Selasa, 30 April 2013

Mengantisipasi fanomena cuaca buruk di bandar udara

Sudah tidak dapat dipungkiri lagi bahwa transportasi udara di Indonesia sudah tumbuh dengan baik dan menjadi salah satu kebutuhan sebagian kalangan. Pada hari libur panjang biasanya arus penumpang dari satu kota menuju kota lain menunjukan peningktan yang relative besar.

Ada kira-kira 6 perusahaan penerbangan Indonesia yang melayani kebutuhan jasa transportasi udara domestik serta hampir 20 bandar udara tersebar untuk menunjang kebutuhan tersebut. Dua perusahaan penerbangan Indonesia terbesar memiliki seratusan pesawat udara yang hilir mudik di angkasa dan bandar udara Indonesia setiap hari dapat kita bayangkan betapa bahan bakar yang digunakan dan berapa banyak emisi korbon dioksida.

Maksud dari tulisan ini adalah fokus mencoba fokus kepada upaya pengurangan konsumsi bahan bakar serta emisi karbone dioksida. Bagi suatu penerbangan sebaiknya cepat menghidupkan mesin kemudian terbang lalu mendarat dan mematikan mesin. Jika harus dipilih apakah harus cepat mendarat atau cepat berangkat, tentu orang memilih cepat mendarat, ya cepat mendarat.

Keingin harus cepat mendarat haruslah dipenuhi dengan ketersediaan landasan (runway), fasilitas pendaratan serta pengaturan dan keadaan cuaca dibandar udara tujuan.

Badar udara di Indonesia yang digolongkan sibuk antara lain Polonia-Medan, Juanda-Surabaya dan Ngurah Rai-Bali. Bandar udara Soekarno-Hatta paling sibuk di Indonesia melayani hampir semua penerbangan domestik semua tujuan.

Untuk melayani penerbangan domestik semua perusahaan penerbangan Indonesia menggunakan pesawat udara kelas B737 atau A320 yang berkapasitas hingga 200 penumpang. Jenis peswat udara seperti ini menghabiskan bahan bakar kira-kira 4000 liter avtur sejam, jika misalnya harga 1 liter avtur Rp.9.500 maka untuk dibelanjakan 4000 x Rp.9.500 = Rp.38.000.000,-.

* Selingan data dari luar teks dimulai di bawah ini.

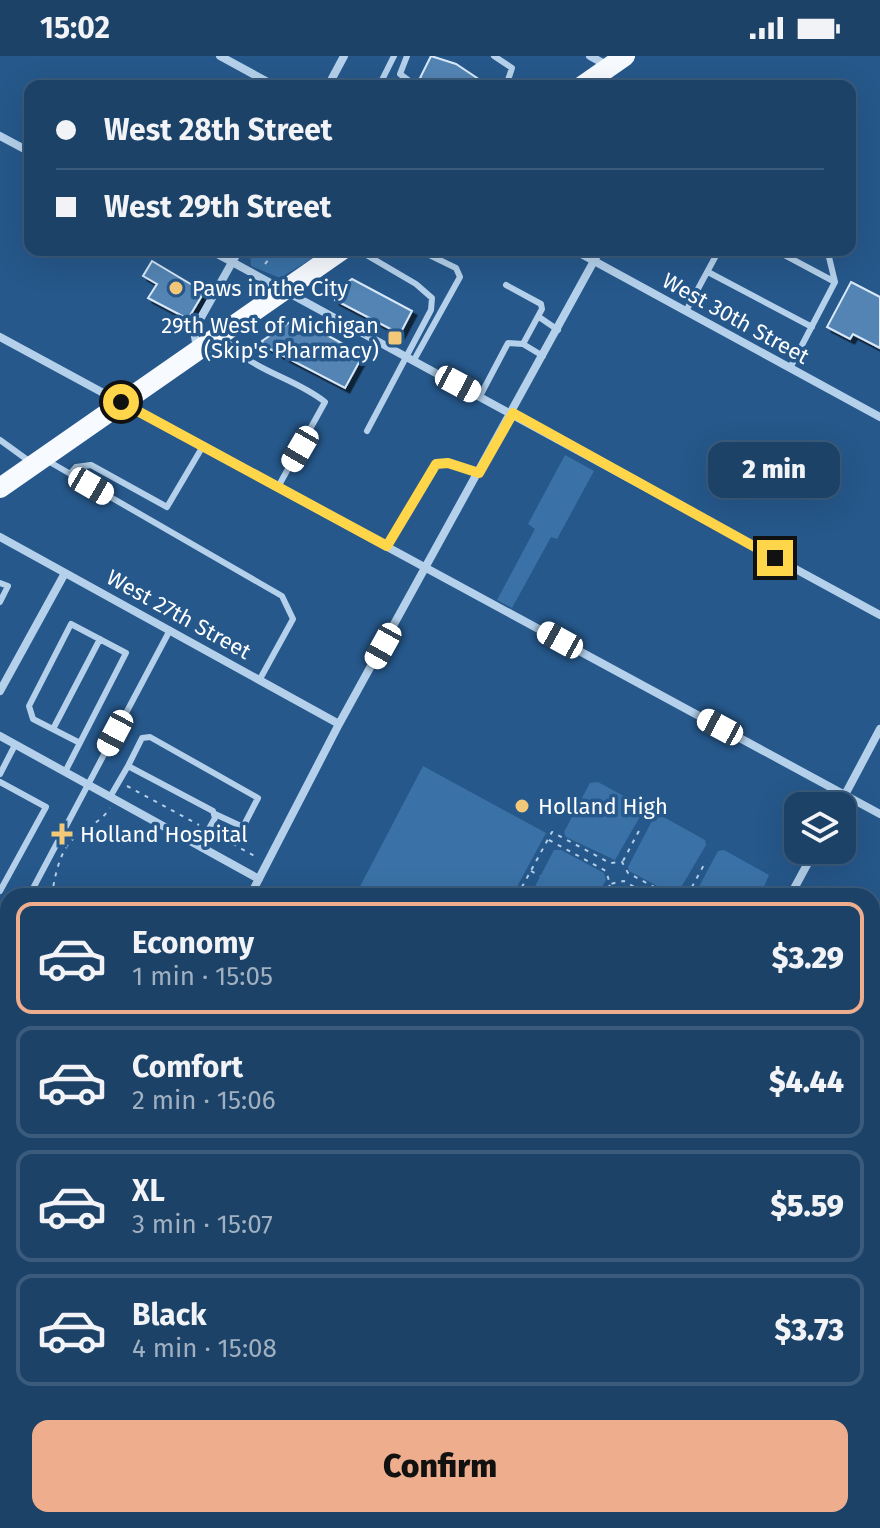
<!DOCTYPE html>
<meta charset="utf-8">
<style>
body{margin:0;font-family:"Fira Sans",sans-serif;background:#294d71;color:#f1f3f6;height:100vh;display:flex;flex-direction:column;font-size:30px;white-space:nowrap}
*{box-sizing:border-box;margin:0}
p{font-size:26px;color:#a0b0c0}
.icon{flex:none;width:44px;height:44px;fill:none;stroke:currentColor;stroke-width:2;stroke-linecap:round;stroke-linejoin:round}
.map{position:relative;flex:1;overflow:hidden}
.drawer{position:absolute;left:0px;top:832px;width:880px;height:640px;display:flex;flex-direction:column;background:#1c4268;border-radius:24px 24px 0 0;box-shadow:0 8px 32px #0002,0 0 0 2px #3a5b7c}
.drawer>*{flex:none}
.hud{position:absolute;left:24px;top:24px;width:832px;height:176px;border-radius:16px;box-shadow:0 8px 32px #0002,0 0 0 2px #3a5b7c;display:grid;align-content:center;height:176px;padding:0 32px;background:#1c4268}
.buttons{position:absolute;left:784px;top:736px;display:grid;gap:16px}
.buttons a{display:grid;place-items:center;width:72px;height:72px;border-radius:16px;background:#1c4268;box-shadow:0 8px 32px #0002,0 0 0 2px #3a5b7c;font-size:40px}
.end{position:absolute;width:36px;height:36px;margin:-18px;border:10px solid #ffd54a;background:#111;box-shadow:0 0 0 4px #111}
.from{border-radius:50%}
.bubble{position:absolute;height:56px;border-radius:16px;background:#1c4268;box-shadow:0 8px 32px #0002,0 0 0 2px #3a5b7c;font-size:26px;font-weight:800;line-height:56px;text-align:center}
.car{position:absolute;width:24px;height:48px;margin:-24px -12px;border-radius:10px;box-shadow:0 0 6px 2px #0007;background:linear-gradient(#fff 24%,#345 0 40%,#fff 0 76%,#345 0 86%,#fff 0)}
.hud b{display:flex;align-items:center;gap:28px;height:76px;font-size:30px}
.hud b+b{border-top:2px solid #3a5b7c}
.hud i{width:20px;height:20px;background:#f1f3f6}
ul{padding:14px 0 0;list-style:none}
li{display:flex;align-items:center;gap:24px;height:112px;margin:0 16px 12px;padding:0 16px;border:4px solid #3a5b7c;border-radius:16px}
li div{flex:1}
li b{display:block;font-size:30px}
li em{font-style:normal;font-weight:800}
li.current{border-color:#eead8d}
li>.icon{width:72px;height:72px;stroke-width:1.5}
.cta{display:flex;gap:16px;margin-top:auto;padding:16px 32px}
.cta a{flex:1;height:92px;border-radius:16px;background:#eead8d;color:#111;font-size:32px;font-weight:800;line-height:92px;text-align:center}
.status{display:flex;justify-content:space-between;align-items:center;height:56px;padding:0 40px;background:#1c4268;direction:ltr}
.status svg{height:22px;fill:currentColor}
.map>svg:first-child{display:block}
</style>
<div class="status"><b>15:02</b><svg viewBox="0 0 49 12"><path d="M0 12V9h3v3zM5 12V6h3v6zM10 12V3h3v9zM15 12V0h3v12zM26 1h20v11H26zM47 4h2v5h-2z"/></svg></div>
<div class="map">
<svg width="880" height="1472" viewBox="0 0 880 1472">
<defs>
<filter id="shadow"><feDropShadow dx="4.5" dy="4.5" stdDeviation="0" flood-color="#0009"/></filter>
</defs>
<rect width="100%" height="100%" fill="#26588b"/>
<path fill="#3a72a7" d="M250,194H326L280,222L251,210Z
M565,399L594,415L557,483L551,481L512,552L497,544L535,473L528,468Z
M423,710L546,777L512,840H355Z
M598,726L640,749L642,757L615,804L566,781L564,776L590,727Z
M660,759L705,784L706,789L676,840L629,815L628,811L654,761Z
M554,794H561L604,817L606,824L597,840H530Z
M724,794L769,819L760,840H694L718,795Z"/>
<path fill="#5284b3" stroke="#d8e8f8" stroke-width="2" filter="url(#shadow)" d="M431,0L456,8L489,30H435L420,22Z
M152,205L204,236L188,263L148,242L157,228L143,220Z
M352,223L412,255L400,278L335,244L334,236Z
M851,226L880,241V292L853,278L850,283L827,271Z
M296,262L363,299L345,332L266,291L262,285Z
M0,892L8,896V915L0,910Z
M0,914L8,918V937L0,952Z
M872,1022L880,1028V1060L872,1070Z
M880,1087V1260L876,1257L872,1265V1091Z
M872,1288L880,1294V1376L872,1371Z"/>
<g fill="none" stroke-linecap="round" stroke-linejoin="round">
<path stroke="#b4d0ea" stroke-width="2" stroke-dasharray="4 6" stroke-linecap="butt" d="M265,208L277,194
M127,730L199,769
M215,778L258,802
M549,784L606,815L610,828L624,825L650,840
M623,805L641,771
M531,815L540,820
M52,840C54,823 59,798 71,785C83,772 100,768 110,752
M517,840L552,776L610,807L622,806L628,817L671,840
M604,840L610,829
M687,840L706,805"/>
<path stroke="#b4d0ea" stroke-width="6" d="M407,0L400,18L416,30
M494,0L512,12L506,30
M379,30L394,0
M358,194L416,228L432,242L431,254L367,375
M775,194L835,226
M708,216L812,271
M686,255L719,194
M539,261L558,274
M223,280C248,315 293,320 325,346L278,431
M523,288L543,300
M414,304L460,221L456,212L419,194
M790,312L835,226L828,197L822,194
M480,340L508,287L523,288L542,253L541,248L506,229
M0,384L29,405
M48,405L282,540L293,563L260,623
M70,418L76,411L91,409L167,451L203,390
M387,490L436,408L448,407L479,417
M0,527L8,530L0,546
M53,673L100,583
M128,710L142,682L150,681L258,742L243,771L215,758
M65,716L126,597L71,568L29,650L33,663L80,687
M0,718L15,689
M0,726L46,751L0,835
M110,741L128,710L213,755L215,762L199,790
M29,840L170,574
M0,866L8,861
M872,999L880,1003
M0,1019L8,1004
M872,1428L880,1432
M837,1472L841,1464
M879,1472L880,1469"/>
<path stroke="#b4d0ea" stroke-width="8" d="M220,0L275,30
M590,0L610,11
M328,30L344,0
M0,80L30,96
M210,194L880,559
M574,194L880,361
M0,281L880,758
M197,293L194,274L239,194
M0,481L339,668
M0,635L65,517
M0,680L259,823
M839,750L880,673
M250,840L339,668L600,194
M790,840L815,794
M872,955L880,959
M0,1081L8,1086
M0,1304L8,1289
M336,1464L351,1472
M705,1464L720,1472
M448,1472L452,1464"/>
<path stroke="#f7fafe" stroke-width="20" d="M582,30L625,0
M0,432L342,194"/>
</g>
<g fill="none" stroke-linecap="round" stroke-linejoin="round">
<path stroke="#ffd54a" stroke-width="10" d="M121,346L387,490L436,408L448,407L479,417L513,357L775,502"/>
</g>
<g fill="#f3c878" stroke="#26588b" stroke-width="3">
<circle cx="176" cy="232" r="8"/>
<rect x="387" y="274" width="16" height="16" rx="4"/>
<circle cx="522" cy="750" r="8"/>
<path d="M58 766h8v8h8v8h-8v8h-8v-8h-8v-8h8z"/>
</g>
<g text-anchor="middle" stroke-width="7" stroke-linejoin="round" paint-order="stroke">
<g font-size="22" fill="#fff" stroke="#26588b" text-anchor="start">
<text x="192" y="240">Paws in the City</text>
<text x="379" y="277" text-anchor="end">29th West of Michigan<tspan x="379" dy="25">(Skip's Pharmacy)</tspan></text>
<text x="538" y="758">Holland High</text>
<text x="80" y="786">Holland Hospital</text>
</g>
<g font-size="22" fill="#fff" stroke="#26588b">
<text transform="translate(736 262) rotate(29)" y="8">West 30th Street</text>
<text transform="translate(179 558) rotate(29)" y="8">West 27th Street</text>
</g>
</g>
</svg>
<div class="buttons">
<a><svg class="icon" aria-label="layers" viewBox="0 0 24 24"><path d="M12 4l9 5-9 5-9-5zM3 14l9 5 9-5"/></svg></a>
</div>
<i class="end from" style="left:121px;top:346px"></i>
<i class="end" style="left:775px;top:502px"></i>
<div class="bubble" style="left:708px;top:386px;width:132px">2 min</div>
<i class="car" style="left:458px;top:328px;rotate:118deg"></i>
<i class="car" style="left:300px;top:393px;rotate:210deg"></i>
<i class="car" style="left:91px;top:430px;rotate:120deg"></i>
<i class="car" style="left:560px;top:584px;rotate:299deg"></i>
<i class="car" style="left:383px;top:590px;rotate:209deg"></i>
<i class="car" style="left:720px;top:671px;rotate:298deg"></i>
<i class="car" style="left:115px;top:677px;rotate:208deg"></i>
<div class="hud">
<b><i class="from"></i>West 28th Street</b>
<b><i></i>West 29th Street</b>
</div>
<section class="drawer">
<ul>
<li class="current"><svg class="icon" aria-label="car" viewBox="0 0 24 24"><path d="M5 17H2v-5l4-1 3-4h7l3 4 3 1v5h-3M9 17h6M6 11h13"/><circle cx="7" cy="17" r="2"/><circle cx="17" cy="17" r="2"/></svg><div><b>Economy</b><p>1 min · 15:05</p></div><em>$3.29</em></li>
<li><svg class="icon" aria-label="car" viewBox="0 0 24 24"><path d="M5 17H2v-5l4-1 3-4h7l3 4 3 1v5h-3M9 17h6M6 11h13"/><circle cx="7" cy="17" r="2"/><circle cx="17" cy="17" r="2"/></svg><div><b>Comfort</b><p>2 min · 15:06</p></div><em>$4.44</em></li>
<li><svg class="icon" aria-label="car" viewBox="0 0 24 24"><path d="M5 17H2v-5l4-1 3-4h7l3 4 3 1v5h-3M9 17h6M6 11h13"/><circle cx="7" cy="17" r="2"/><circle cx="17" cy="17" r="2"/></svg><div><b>XL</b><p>3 min · 15:07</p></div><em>$5.59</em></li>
<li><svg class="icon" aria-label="car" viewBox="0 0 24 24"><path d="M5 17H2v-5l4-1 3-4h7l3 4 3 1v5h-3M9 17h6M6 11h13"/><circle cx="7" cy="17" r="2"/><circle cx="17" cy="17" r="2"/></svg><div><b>Black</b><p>4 min · 15:08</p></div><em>$3.73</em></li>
</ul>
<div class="cta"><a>Confirm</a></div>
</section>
</div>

Maka mari kita berandai-andai secara sederhana, apabila karena suatu sebab penerbangan belum dapat mendarat dan harus menunggu selama 10 menit dibutuhkan tambahan belanja sebesar 1/6 x Rp.38.000.000= Rp.6.300.000.

Dari berandai-andai kita tingkatkan misalnya konsekuensi lain akibat tertahannya pendaratan, seperti biaya awak pesawat, biaya pemeliharaan serta kehilangan kesempatan dari penumpang maka total tambahan belanja akan semakin besar.

Unsur-unsur yang mungkin dapat menunda pendaratan, kepadatan lalu lintas penerbangan, keadaan cuaca.

Kepadatan lalu lintas penerbangan sebenarnya dapat diketahui dengan perencanaan keberangkatan penerbangan, yaitu dengan dilakukan koordinaasi antara bandar udara tujuan dengan bandar udara pemberangkatan, sehingga dapat diseimbangkan antara demand dan capacity.

Keadaan cuaca yang rada sulit diperkirakan, selain sifat musim panas dan hujan yang kita kenal selama ini. Cuaca adalah "karunia Allah" , termasuk "wind shear", yang hingga saat ini manusia hanya mengetahui dapat merupakan faktor yang membahayakan penerbangan.

Keadaan cuaca adalah salah satu, demi kepetingan penerbangan, yang harus diketahui dan jika membahayakan harus dihindari.

Pesawat terbang modern sejenis B737-800NG/Airbus 320 selama ini diketahui telah dilengkapi dengan weather radar dan low level wind shear alert system yang berfungsi untuk mendeteksi keadaan cuaca dari jalur yang akan dilaluinya, dan akan memberika tanda marabahaya jika mendeteksi suatu fanomena cuaca yang membahayakan penerbangan, termasuk wind shear.

Dengan tujuan agar bandar udara tetap dapat dioperasikan dengan selamat tanpa harus terjadi penundaan karena ada fanomena cuaca buruk, maka perlu dipikirkan peningkatan kemampuan Aerodrome Control Service.

Aerodrome control service harus ditingkatkan dalam hal mendeteksi kemungkinan terjadinya fanomena cuaca yang dapat mengganggu operasi penerbangan, melalui peningkatan kemampuan controller mempelajari perkembangan cuaca secara terus menerus, baik secara visual maupun bantuan alat, misalnya terminal weather doppler radar atau low level wind shear alert system.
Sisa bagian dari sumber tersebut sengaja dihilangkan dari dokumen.